Heat a piece in the fire till it is red hot; then holding it with a pair of pinchers or tongs, take in the other hand a stick of brimstone, and touch the piece of steel with it; immediately after the contact, you will see the steel melt and drop like a liquid.
— “Uncle George,” Parlour Pastime for the Young, 1857
“The Gun Trick”
Provide yourself with a fowling piece or musket; permit any one to load it, only retaining for yourself the privilege of putting in the ball. But instead of loading it with a real ball, retain the latter in your possession, having had a recognisable mark put upon it, and load with an artificial one made of black lead. On the application of the ramrod the latter will, of course be easily reduced to powder. When you are fired at, you produce the marked ball, holding it between your thumb and finger.

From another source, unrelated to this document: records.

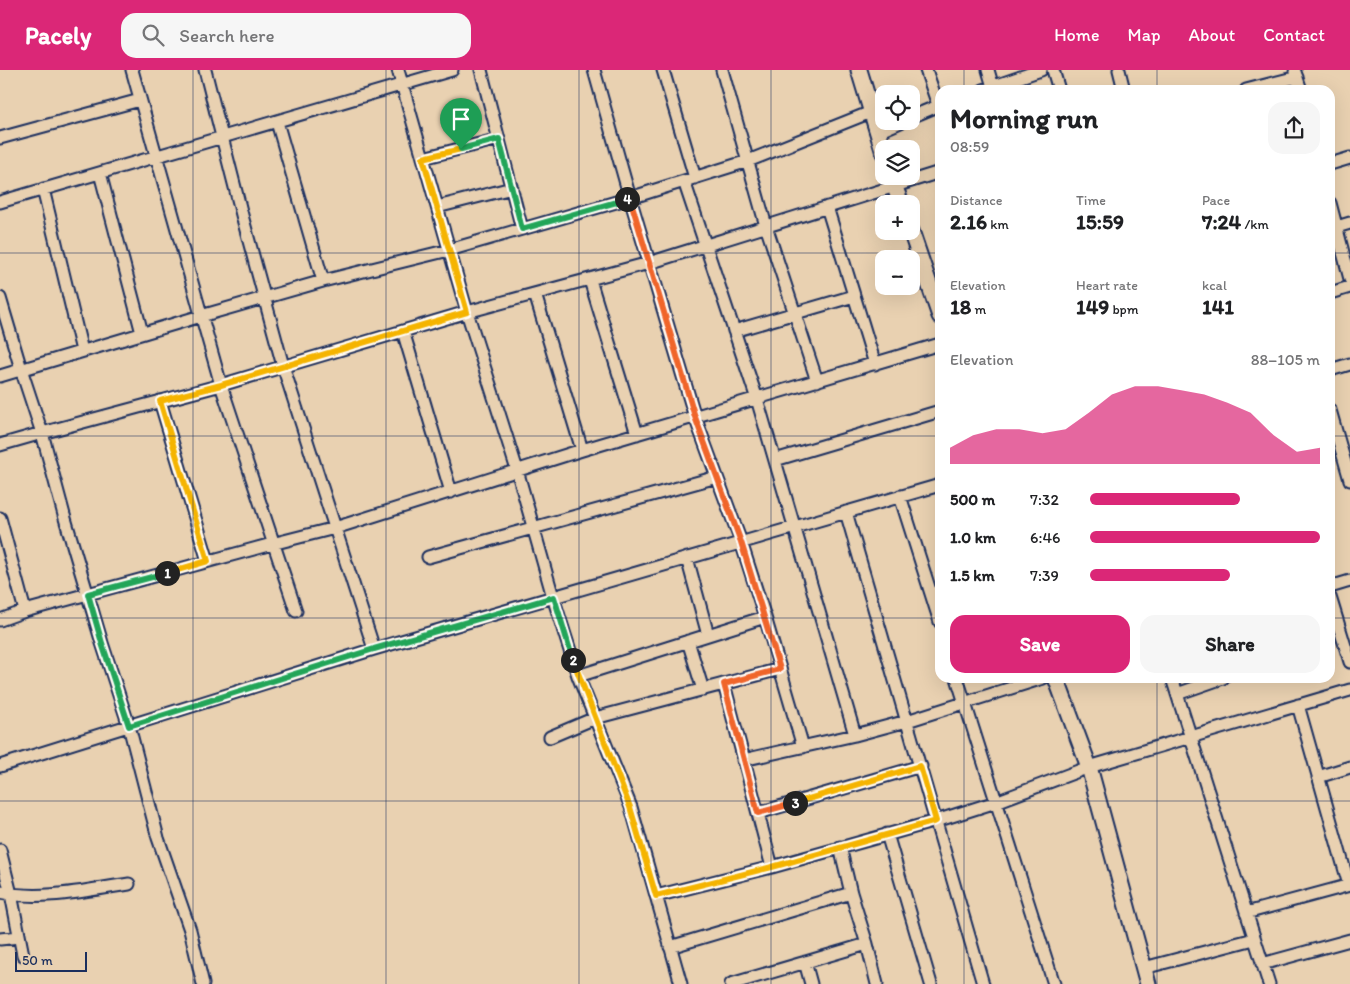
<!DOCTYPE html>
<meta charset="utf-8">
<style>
:root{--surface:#fff;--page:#f6f6f6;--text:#202124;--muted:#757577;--accent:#db2777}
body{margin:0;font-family:Itim,sans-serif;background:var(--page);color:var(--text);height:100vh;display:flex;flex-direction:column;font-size:19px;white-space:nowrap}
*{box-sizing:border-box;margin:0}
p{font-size:16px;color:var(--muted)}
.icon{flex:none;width:28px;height:28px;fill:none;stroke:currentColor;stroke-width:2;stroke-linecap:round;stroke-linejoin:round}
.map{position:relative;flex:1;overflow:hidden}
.details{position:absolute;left:935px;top:15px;width:400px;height:598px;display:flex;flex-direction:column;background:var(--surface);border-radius:15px;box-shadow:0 5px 20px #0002}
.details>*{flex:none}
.controls{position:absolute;left:875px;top:15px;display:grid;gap:10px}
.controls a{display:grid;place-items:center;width:45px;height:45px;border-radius:10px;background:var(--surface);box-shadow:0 5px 20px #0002;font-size:25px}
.scale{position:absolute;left:15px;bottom:12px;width:72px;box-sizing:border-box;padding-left:5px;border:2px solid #1b2f5e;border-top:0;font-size:14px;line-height:18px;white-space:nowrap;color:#1b2f5e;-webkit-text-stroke:4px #e9d1b1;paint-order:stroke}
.pin{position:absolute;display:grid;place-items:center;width:42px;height:42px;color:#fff;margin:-51px -21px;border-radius:50% 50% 50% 0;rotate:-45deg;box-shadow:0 0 5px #0007}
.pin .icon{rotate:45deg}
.km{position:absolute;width:25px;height:25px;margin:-12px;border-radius:50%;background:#222;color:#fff;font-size:14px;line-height:25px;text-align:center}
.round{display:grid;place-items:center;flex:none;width:52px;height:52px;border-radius:15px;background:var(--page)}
.headline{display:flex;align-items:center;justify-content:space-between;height:85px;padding:0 15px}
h1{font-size:28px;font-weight:700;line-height:38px}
.metrics{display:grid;grid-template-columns:repeat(3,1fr);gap:8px;height:85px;padding:5px 15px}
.metrics div{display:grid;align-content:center}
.metrics b{font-size:21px;font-weight:700}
.metrics small{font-size:14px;font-weight:400}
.metrics p{font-size:14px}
.chart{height:140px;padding:10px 15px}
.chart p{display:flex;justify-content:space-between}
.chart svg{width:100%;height:90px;margin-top:5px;fill:var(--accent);opacity:.7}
.action{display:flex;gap:10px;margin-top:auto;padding:10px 15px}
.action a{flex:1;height:58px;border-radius:15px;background:var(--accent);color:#fff;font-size:20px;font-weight:700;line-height:58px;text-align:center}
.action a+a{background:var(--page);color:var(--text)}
ul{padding:0 15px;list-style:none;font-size:16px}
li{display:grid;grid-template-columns:80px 60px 1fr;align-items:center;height:38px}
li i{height:12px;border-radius:6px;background:var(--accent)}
header{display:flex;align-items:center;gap:30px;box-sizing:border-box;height:70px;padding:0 25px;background:var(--accent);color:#fff}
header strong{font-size:24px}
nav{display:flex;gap:28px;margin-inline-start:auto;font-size:18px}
.search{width:350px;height:45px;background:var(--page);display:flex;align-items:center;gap:12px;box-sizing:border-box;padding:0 18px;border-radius:15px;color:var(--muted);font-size:19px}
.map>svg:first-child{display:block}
</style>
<header>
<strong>Pacely</strong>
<div class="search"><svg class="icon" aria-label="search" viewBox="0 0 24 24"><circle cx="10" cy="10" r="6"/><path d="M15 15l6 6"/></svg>Search here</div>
<nav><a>Home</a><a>Map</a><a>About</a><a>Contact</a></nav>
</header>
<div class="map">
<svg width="1350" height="914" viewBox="0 0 1350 914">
<rect width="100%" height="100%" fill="#e9d1b1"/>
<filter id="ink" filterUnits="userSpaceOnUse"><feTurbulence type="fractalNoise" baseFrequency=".02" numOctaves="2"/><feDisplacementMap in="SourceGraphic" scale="10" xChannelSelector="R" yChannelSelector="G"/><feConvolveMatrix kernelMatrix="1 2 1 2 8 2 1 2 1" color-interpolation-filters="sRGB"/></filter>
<g filter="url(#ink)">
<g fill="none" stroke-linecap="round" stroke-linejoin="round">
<g stroke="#1b2f5e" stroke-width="15">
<path id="minor" d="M132,0l89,315 75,226
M205,0l38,149 40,147 91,283
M398,0l69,242 50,158 36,127 25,79 53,131 50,177
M481,0l41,159
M594,0l36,128 65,219 46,125 24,75 38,130
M663,0l32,108
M722,0l44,156 51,155
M926,0l12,35
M988,0l5,17
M1053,0l6,20
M1119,0l5,20
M1295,2l6,18
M983,20l58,-20
M1246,20l51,-13
M911,47l29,-12
M277,52l46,159
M878,62l25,-11
M0,68l140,-38
M423,88l76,-19
M1330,94l20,-6
M100,103l42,160
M684,111l73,218 98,336
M43,119l39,162
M0,132l452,-132
M1330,133l20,76
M437,137l75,-19
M827,137l48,157
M1330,159l20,-6
M590,210l47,154
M1330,223l20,-6
M535,224l47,156
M0,228l21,71 21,64 22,82 38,128 27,83 29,112 32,92 13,54
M403,261l48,161
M734,261l120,-35
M1330,300l20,-6
M0,306l201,-60 122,-35 126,-31 181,-52 118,-37 123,-49
M160,331l48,160
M1330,340l20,70
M0,375l42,-12 179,-48 246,-73 182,-49 291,-91
M775,390l165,-49
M900,426l40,126
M846,442l137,472
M0,448l25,93
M428,487l289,-80
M687,488l21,77
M1330,517l20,-6
M1330,527l20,65
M0,550l25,-9 247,-67 63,-16 247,-78 358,-106
M688,571l15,49
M578,606l187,-59
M957,608l97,306
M1172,608l97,306
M724,614l48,183
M1177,624l46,-16
M1298,635l51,180
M550,667l45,-19 185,-49
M743,690l112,-25 52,-14 136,-43
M0,696l374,-117 566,-164
M1318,707l32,-10
M758,743l163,-47
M887,764l44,150
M0,780l11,44 12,61
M0,822c42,9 87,-2 129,-8
M656,826l116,-29 164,-46 60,-19 93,-35 261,-77
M1246,843l104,-28
M0,869l19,-2
M867,874l10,40
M670,877l181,-54
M805,892l6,22
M1262,894l88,-24
M1144,898l110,-29
M731,914l136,-40 -16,-51 -11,-46"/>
</g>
<g stroke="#1b2f5e" stroke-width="19">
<path id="major" d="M859,0l25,83
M891,106l10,28
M911,161l29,85
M1056,608l33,89 59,217"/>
</g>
<use href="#minor" stroke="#e9d1b1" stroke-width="11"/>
<use href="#major" stroke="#e9d1b1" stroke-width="15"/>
</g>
</g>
<g fill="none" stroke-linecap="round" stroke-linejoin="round" filter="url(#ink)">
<g stroke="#fff" stroke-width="10">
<path id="split-1" d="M167,503l41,-12 -48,-160 61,-16 246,-73 -44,-154 38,-9"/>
</g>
<g stroke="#fff" stroke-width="10">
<path id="split-2" d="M167,503l-79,21 14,49 27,83 245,-77 180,-52 19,63"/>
</g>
<g stroke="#fff" stroke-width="10">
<path id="split-3" d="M573,590l57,147 26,89 116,-29 164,-46 -16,-55 -125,37"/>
</g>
<g stroke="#fff" stroke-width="10">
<path id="split-4" d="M627,129l3,-1 65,219 46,125 39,127 -56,15 34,129 37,-10"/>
</g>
<g stroke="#fff" stroke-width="10">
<path id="split-5" d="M461,79l38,-10 23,90 105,-30"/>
</g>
<use href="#split-1" stroke="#f5b400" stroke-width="6"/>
<use href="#split-2" stroke="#22a559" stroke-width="6"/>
<use href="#split-3" stroke="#f5b400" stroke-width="6"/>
<use href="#split-4" stroke="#f0652b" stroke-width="6"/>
<use href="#split-5" stroke="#22a559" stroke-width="6"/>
</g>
<path fill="none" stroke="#1b2f5e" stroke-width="1" stroke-opacity="0.55" d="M193,0v914M386,0v914M579,0v914M771,0v914M964,0v20M1157,0v20M0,183h940M1330,183h20M0,366h940M1330,366h20M0,548h940M1330,548h20M964,608v306M1157,608v306M0,731h1350"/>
</svg>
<div class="controls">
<a><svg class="icon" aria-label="locate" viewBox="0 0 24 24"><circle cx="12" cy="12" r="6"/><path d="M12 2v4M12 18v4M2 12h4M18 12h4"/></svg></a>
<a><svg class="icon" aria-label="layers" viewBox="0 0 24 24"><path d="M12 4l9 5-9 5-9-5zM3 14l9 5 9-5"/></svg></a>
<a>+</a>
<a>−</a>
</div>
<div class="scale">50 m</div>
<div class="pin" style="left:461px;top:79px;background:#1e9e55"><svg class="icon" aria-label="arrive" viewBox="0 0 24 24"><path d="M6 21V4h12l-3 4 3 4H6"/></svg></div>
<b class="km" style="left:167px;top:503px">1</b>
<b class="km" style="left:573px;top:590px">2</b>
<b class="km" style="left:795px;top:733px">3</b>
<b class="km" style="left:627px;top:129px">4</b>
<section class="details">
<div class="headline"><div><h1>Morning run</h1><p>08:59</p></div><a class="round"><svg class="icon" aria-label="share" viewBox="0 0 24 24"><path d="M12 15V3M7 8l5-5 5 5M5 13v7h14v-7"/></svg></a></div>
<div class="metrics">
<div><p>Distance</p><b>2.16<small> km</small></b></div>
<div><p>Time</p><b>15:59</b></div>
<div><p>Pace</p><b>7:24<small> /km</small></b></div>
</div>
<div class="metrics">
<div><p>Elevation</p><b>18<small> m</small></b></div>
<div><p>Heart rate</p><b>149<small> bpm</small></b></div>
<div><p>kcal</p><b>141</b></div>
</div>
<div class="chart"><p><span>Elevation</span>88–105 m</p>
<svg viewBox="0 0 160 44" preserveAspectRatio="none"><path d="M0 44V36L10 30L20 27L30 27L40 29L50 27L60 19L70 10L80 6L90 6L100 8L110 10L120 14L130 19L140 30L150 38L160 36V44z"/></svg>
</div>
<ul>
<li><b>500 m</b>7:32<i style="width:65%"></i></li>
<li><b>1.0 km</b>6:46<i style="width:100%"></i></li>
<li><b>1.5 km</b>7:39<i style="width:61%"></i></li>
</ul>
<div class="action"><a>Save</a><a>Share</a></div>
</section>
</div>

— Alfred Elliott, The Playground and the Parlour, 1868
Byron wasn’t shy with his political opinions — he proposed this epitaph for Lord Castlereagh, who died in 1822:
Posterity will ne’er survey
A nobler grave than this:
Here lie the bones of Castlereagh:
Stop, traveller, and piss.
Each year, in the early hours of Valentine’s Day, someone scatters red hearts through downtown Montpelier, Vt.
When they first appeared, in 2002, they were simple photocopies, but by 2006 large banners were gracing the State House columns. Soon the decorations spread to the high school’s chimney and a tower at the Vermont College of Fine Arts.
“Currently, there are no leads and no suspects,” joked police chief Dave Janawicz in 2007, when 14 inches of snow failed to stop the bandit. “But the investigation continues.”
Vermont’s capital is not alone in this — for years, the same thing has been happening in Portland, Maine, and in Boulder, Colo. No one knows who does it or why.
A similar phantom visits the grave of Edgar Allan Poe each year on the poet’s birthday.